EA Announces Multi-Title Unreal Engine 3 License
An anonymous reader writes to mention a Gamasutra article about a surprising announcement from EA. They've made the move to license the Unreal 3 Engine for a series of next-generation titles. "The brief announcement states that EA 'employs a variety of engines, tools and technologies to best serve the needs of each game and development team', but raises interesting issues regarding the Criterion-authored Renderware engine, purchased by EA in 2004 alongside the Burnout developer, and its intended global EA rollout."
(well, someone had to reply eventually)
First the RenderWare fiasco and now this boneheaded move.
The world doesn't need more Bald Space Marines in Bumpy/Shiny Armor games. And what is even worse is that so far the UE3 games that have been shown like Gears of War have miserable framerates and only bogus marketing shots(ultra-high rez with massive AA applied) are being released and no public demo.
Not a vote of confidence from the engine's own developer.
Something is seriously wrong at EA if their own internal development teams can't come up with something better than the Doom3ish low poly/overly normal mapped rendering engine from Epic. UE3 is an engine designed for the archaic x86 pc architecture(weak CPU connected to a GPU by a slow bus) and using it for a modern console is a ridiculous waste and assures EAs games using it will look no better than mid-range pc games.
Bleh.
There used to be a time where your engine defined what you could do in a game, and the engine you choose would have a massive impact on the quality of game you could produce; I think these days are long gone. If you discount certain cutting edge graphical techniques, there are few (gameplay modifying) features that are implemented in the Unreal 3/Doom 3 engines that could not be done in an open source engine written in Java.
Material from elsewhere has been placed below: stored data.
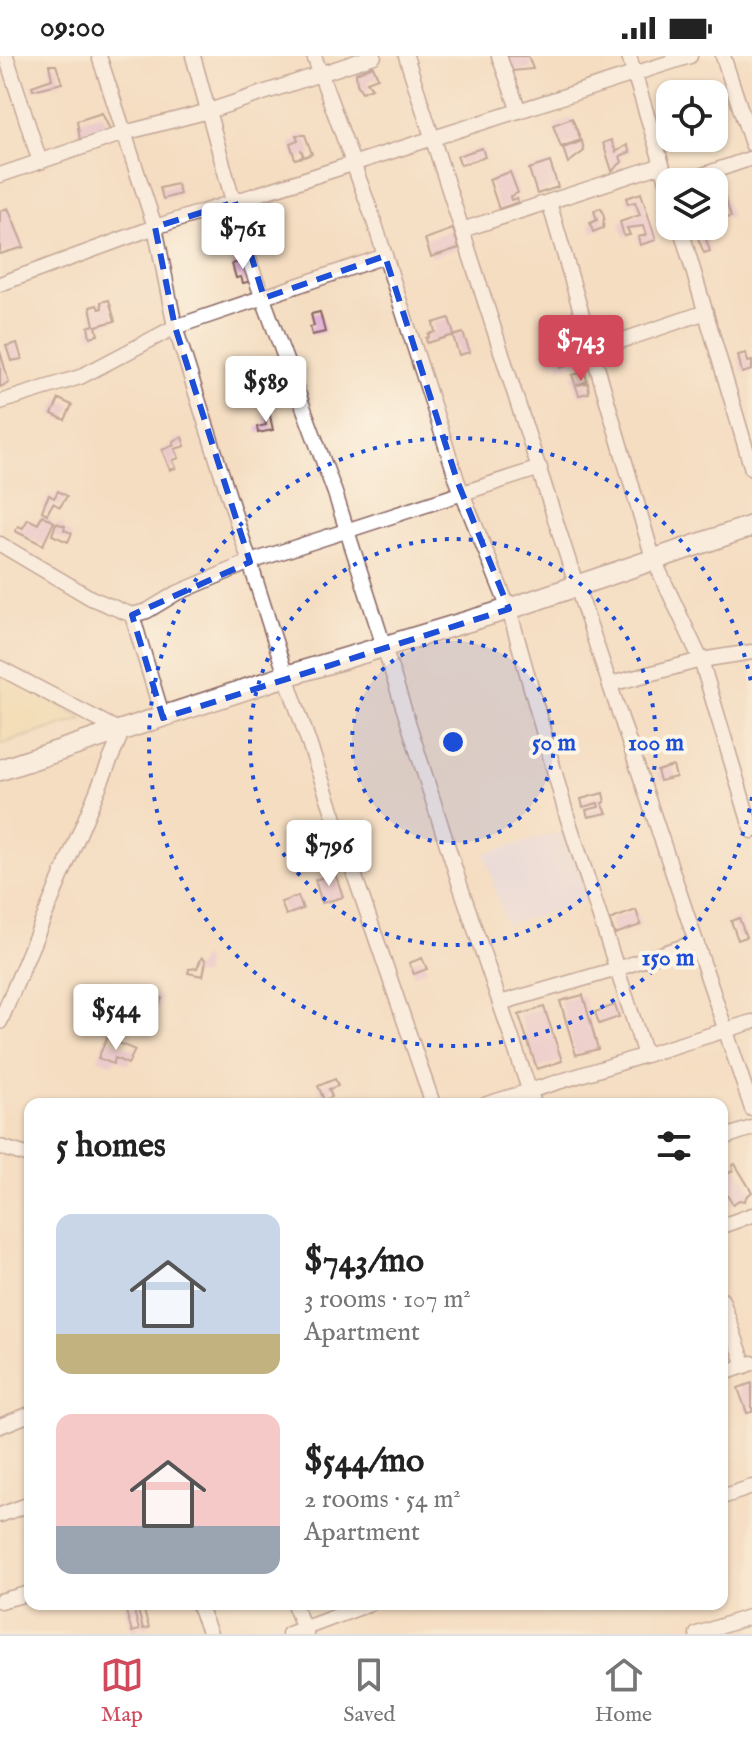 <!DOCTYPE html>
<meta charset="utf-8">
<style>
:root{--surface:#fff;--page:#f6f6f6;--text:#222;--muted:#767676;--line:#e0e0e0;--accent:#d1495b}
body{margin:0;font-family:"IM FELL English",serif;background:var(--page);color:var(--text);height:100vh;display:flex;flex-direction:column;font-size:30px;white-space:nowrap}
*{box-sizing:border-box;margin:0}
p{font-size:26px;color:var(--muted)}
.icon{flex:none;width:44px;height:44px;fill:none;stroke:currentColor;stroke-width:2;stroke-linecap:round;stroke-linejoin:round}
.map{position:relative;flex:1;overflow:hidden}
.panel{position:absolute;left:24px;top:1042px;width:704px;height:512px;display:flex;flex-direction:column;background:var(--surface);border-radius:16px;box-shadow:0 2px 6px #0004}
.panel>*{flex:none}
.fabs{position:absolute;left:656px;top:24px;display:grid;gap:16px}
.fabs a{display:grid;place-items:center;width:72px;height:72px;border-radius:16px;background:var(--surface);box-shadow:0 2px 6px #0004;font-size:40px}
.price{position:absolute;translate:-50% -68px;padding:0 18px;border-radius:8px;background:#fff;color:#222;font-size:26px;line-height:52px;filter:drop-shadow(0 2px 4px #0008)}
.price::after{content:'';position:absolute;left:50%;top:48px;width:24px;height:18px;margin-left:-12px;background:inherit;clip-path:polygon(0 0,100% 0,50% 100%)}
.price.active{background:var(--accent);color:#fff}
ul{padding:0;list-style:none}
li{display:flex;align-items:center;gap:24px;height:200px;padding:0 32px}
li span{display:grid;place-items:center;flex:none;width:224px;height:160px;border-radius:16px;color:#555}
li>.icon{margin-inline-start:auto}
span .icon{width:96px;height:96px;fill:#fffc;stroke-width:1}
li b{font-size:34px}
h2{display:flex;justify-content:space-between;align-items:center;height:96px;padding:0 32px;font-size:34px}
.status{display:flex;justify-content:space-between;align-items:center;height:56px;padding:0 40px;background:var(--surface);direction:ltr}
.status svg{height:22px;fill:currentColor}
.tabs{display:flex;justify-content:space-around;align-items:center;height:112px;border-top:2px solid var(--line);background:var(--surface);font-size:22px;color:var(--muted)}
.tabs a{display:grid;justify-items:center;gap:4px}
.tabs .active{color:var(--accent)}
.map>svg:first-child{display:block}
</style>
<div class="status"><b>09:00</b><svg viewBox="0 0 49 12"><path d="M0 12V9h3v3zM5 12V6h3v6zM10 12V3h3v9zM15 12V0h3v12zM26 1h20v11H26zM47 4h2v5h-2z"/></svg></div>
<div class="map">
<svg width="752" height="1578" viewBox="0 0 752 1578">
<rect width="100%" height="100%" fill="#fcf5e5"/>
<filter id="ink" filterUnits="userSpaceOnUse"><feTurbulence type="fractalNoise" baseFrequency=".0125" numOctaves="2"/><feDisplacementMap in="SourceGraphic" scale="16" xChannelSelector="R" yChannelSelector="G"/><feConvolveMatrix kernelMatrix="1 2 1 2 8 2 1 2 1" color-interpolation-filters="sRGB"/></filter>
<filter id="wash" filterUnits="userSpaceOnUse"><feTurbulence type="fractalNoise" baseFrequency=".006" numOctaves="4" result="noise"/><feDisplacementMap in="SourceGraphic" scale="32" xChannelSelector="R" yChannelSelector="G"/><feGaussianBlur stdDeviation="1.8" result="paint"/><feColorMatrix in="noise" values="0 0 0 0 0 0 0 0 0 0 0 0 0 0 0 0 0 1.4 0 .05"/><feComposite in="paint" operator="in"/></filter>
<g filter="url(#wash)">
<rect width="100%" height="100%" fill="#f4ddc1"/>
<polygon fill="#dcd6f6" points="566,774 587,845 506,869 485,798"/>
<polygon fill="#eeda9e" stroke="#9c7c64" stroke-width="2" points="0,613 83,663 0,688"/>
<g id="blocks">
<g fill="#e1b1d8">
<polygon points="507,0 528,0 533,13 512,15"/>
<polygon points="49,9 56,9 62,27 33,34 32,30 52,23"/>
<polygon points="373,10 378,22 367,26 372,32 362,36 357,28 356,17"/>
<polygon points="102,57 112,78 80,84 77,65"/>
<polygon points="572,62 581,84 561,91 553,69"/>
<polygon points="296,79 305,79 312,98 304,101 301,93 303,101 295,103 290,87 298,84"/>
<polygon points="611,84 616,96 627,89 630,96 620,100 622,106 612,115 603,87"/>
<polygon points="582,85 584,95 568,107 563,92"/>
<polygon points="482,92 485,101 461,109 457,100"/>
<polygon points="550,106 558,131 537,138 529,113"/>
<polygon points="510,116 518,137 510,140 511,144 517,142 518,146 499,153 489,123"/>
<polygon points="177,128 180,138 163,143 160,132"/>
<polygon points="641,137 656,184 640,189 638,181 646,179 643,170 627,172 630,179 624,180 620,166 640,159 635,146 628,148 626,142"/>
<polygon points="725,141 731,161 725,162 722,152 714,154 714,145"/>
<polygon points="8,152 24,191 0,198 0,155"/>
<polygon points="601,152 604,161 603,172 593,176 590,167 597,164 594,155"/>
<polygon points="700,170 707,170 710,178 705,180 710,195 704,197 694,172"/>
<polygon points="453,173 459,192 431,201 425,183"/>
<polygon points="249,203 252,225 243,227 241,221 236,222 232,208"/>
<polygon points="109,244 115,265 96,270 98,279 90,281 88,271 94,269 90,251 97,249 99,253 102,252 101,246"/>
<polygon points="320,256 325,276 312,279 310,271 314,270 311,258"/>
<polygon points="573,256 576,265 559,272 556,262"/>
<polygon points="449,262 454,279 427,287 426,282 429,281 428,278 435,276 433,267"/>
<polygon points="553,262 559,279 550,282 545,265"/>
<polygon points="463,277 470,296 459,299 453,280"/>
<polygon points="17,287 22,303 11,305 6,290"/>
<polygon points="562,288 567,301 577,298 580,306 560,312 556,295 557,304 548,306 546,296 556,295 555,290"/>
<polygon points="0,295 9,327 0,331"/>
<polygon points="746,297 748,306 752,305 752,314 742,317 738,299"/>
<polygon points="256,308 263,336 256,338 257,344 248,346 245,342 234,345 230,326 251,321 249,314 253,313 252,309"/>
<polygon points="585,316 587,325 577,329 588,327 589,337 579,339 572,319"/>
<polygon points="59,343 72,349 65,364 52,358"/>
<polygon points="269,355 273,374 258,377 257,371 266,369 264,356"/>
<polygon points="182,381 185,390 175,393 179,402 173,404 176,412 170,414 162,394 174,389 173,385"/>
<polygon points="58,435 67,440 60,451 53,447 47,458 42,455 45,447 49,439 54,442"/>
<polygon points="42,459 54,466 43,489 15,475 18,470 23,472 28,463 38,468"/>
<polygon points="56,467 65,470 64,474 72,477 68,486 52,479"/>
<polygon points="673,710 676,721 660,725 657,715"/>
<polygon points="603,737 605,746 602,747 607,757 588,761 586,754 599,751 598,747 583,751 581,743"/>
<polygon points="335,817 343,841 322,847 315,824"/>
<polygon points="298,840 303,853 286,859 281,846"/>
<polygon points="636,854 641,869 615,878 609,864"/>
<polygon points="739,862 746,881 738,884 731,865"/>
<polygon points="202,901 206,905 203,920 188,917 189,913 197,912"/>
<polygon points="422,902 427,913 414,918 409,907"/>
<polygon points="152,938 162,942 155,959 145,955"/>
<polygon points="583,939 598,993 576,999 560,945"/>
<polygon points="615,949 619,961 599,968 595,956"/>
<polygon points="544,951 562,1005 537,1013 519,959"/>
<polygon points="107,982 135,994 128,1008 115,1002 113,1008 98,1002"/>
<polygon points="335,1023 338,1030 329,1033 332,1041 324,1044 318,1030"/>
<polygon points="735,1108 752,1136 746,1141 745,1145 739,1144 733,1148 722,1132 722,1121 733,1114 732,1110"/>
<polygon points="752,1327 752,1356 747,1357 738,1332"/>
<polygon points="142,1548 149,1572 143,1573 138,1554 134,1555 139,1574 132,1576 124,1549"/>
</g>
</g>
</g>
<g filter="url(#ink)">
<use href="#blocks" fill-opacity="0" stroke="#866260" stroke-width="2"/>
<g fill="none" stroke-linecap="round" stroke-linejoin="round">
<g stroke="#866260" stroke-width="17">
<g id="street">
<polyline points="6,0 40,106"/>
<polyline points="99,0 155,171 175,271 286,620 433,1048"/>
<polyline points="193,0 251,210 335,437 459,826 534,1048"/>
<polyline points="314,0 372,159 458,427 509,553 566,757 645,999"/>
<polyline points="406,0 576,528 752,1053"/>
<polyline points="499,0 519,55"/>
<polyline points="629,0 670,135"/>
<polyline points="723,0 752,88"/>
<polyline points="0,119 124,77 209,55 374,0"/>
<polyline points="682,126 752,102"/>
<polyline points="549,146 653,502 701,604 752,775"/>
<polyline points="680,170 752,413"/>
<polyline points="462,174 662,109"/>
<polyline points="0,228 155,171 690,0"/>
<polyline points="594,294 706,256"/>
<polyline points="0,346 80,321 175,271 385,200"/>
<polyline points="0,488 91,542 132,559 147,555 175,538 250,506 540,412"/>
<polyline points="132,559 163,662"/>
<polyline points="0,612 122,676 0,966"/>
<polyline points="611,628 701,604 752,596"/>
<polyline points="500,947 617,913 696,886"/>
<polyline points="487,1048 752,966"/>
<polyline points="722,1082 752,1072"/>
<polyline points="0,1091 30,1100"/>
<polyline points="722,1170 752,1159"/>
<polyline points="722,1244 745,1310"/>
<polyline points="722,1318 752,1307"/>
<polyline points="0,1370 30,1358"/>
<polyline points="722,1441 752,1431"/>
<polyline points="0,1459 30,1448"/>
<polyline points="0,1545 30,1537"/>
<polyline points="198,1548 210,1578"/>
<polyline points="294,1548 306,1578"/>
<polyline points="289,1578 369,1548"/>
<polyline points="697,1578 752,1560"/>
</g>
</g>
<g stroke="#866260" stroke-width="23">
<polyline id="primary" points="0,714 286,620 509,553 752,470"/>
</g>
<use href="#street" stroke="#fff" stroke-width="14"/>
<use href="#primary" stroke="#fff" stroke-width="20"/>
</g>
</g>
<path d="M0 0H752V1578H0ZM235,146L264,242L385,200L458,427L509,553L163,662L132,559L250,506L175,271L155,171Z" fill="#f4ddc1" fill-opacity=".55" fill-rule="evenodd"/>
<path fill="none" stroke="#1d4ed8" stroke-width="6" stroke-dasharray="16 10" stroke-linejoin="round" d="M235,146L264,242L385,200L458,427L509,553L163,662L132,559L250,506L175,271L155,171Z"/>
<circle cx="453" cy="686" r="101" fill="#1d4ed8" fill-opacity=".12"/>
<g fill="none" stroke="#1d4ed8" stroke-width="4" stroke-dasharray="4 8">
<circle cx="453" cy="686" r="101"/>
<circle cx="453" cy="686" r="203"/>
<path d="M752 741A304 304 0 1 1 752 631"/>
</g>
<circle cx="453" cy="686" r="12" fill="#1d4ed8" stroke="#fcf5e5" stroke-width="4"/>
<g font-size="24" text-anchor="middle" font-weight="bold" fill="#1d4ed8" stroke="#fcf5e5" stroke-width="8" stroke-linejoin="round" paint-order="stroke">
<text x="554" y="694">50 m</text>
<text x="656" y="694">100 m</text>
<text x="668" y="909">150 m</text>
</g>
</svg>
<div class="fabs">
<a><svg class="icon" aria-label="locate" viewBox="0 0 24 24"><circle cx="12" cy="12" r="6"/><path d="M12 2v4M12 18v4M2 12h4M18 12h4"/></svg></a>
<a><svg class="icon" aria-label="layers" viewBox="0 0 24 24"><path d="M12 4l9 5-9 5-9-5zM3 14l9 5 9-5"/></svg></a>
</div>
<b class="price" style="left:243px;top:215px">$761</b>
<b class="price active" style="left:581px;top:327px">$743</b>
<b class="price" style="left:266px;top:368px">$589</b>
<b class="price" style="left:329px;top:832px">$796</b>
<b class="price" style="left:116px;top:996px">$544</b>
<section class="panel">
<h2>5 homes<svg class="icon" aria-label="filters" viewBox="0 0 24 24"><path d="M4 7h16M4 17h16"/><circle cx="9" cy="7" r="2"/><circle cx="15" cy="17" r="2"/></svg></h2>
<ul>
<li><span style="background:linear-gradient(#c9d6e8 75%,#c2b280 0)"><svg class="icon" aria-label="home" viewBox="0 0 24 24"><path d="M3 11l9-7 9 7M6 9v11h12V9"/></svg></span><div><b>$743/mo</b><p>3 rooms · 107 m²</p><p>Apartment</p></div></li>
<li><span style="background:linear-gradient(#f6c9c9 70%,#9aa5b1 0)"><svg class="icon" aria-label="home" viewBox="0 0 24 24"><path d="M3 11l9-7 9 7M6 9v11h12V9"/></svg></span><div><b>$544/mo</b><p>2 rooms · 54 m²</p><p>Apartment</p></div></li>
</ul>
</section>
</div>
<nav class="tabs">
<a class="active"><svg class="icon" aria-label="map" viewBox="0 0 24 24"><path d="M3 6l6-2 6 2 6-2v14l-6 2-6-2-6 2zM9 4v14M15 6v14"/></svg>Map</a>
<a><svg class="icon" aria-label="saved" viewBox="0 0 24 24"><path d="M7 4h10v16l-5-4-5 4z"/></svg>Saved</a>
<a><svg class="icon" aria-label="home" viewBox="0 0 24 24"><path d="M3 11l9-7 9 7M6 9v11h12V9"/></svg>Home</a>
</nav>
Personally, I think that it is time that someone focuses on generating an open source java framework that is designed around splitting a game engine into its smaller components (Graphics, Physics, Scripting and AI); this would allow for smaller (more focused) open source projects to exist which (should) produce higher quality results.
I'm not sure whether this is bad or good. I was thinking it might make future games feel generic, but then I thought... more than now? Let's hope not. But maybe the generic feel of today's FPSes is that the oft-reused game engines are not quite flexible enough, so the player "recognizes" the engine underneath. Maybe in the future they will fix that.
Wait a minute, aren't games already like that? Hahahahaha!
"There used to be a time where your engine defined what you could do in a game, and the engine you choose would have a massive impact on the quality of game you could produce; I think these days are long gone."
Have you ever done any modding?
"If you discount certain cutting edge graphical techniques, there are few (gameplay modifying) features that are implemented in the Unreal 3/Doom 3 engines that could not be done in an open source engine written in Java."
I disagree about Java, and I can't imagine why someone in the competitive market that's games, would discount anything.
Now for your implication that an OSS game engine is the equivalent of it's closed source cousin. Let's test that. Convert the content of a popular modern game over to an open source engine, and see if it plays the same.
...who are seriously thinking about dropping the Unreal 3 Engine because of the lack of "interactive framerates". I know one developer has taken the plunge and dropped the Unreal 3 Engine in favour of writing their own, writing off the licensing cost. Most other developers who have licensed Unreal 3 Engine for their own projects unfortunately will not have the financial backing to write off the cost of the license in favour of something else.
...but Epic is a company and doesn't have a Social Security Number? How could they complete the EULA in order to do business with EA?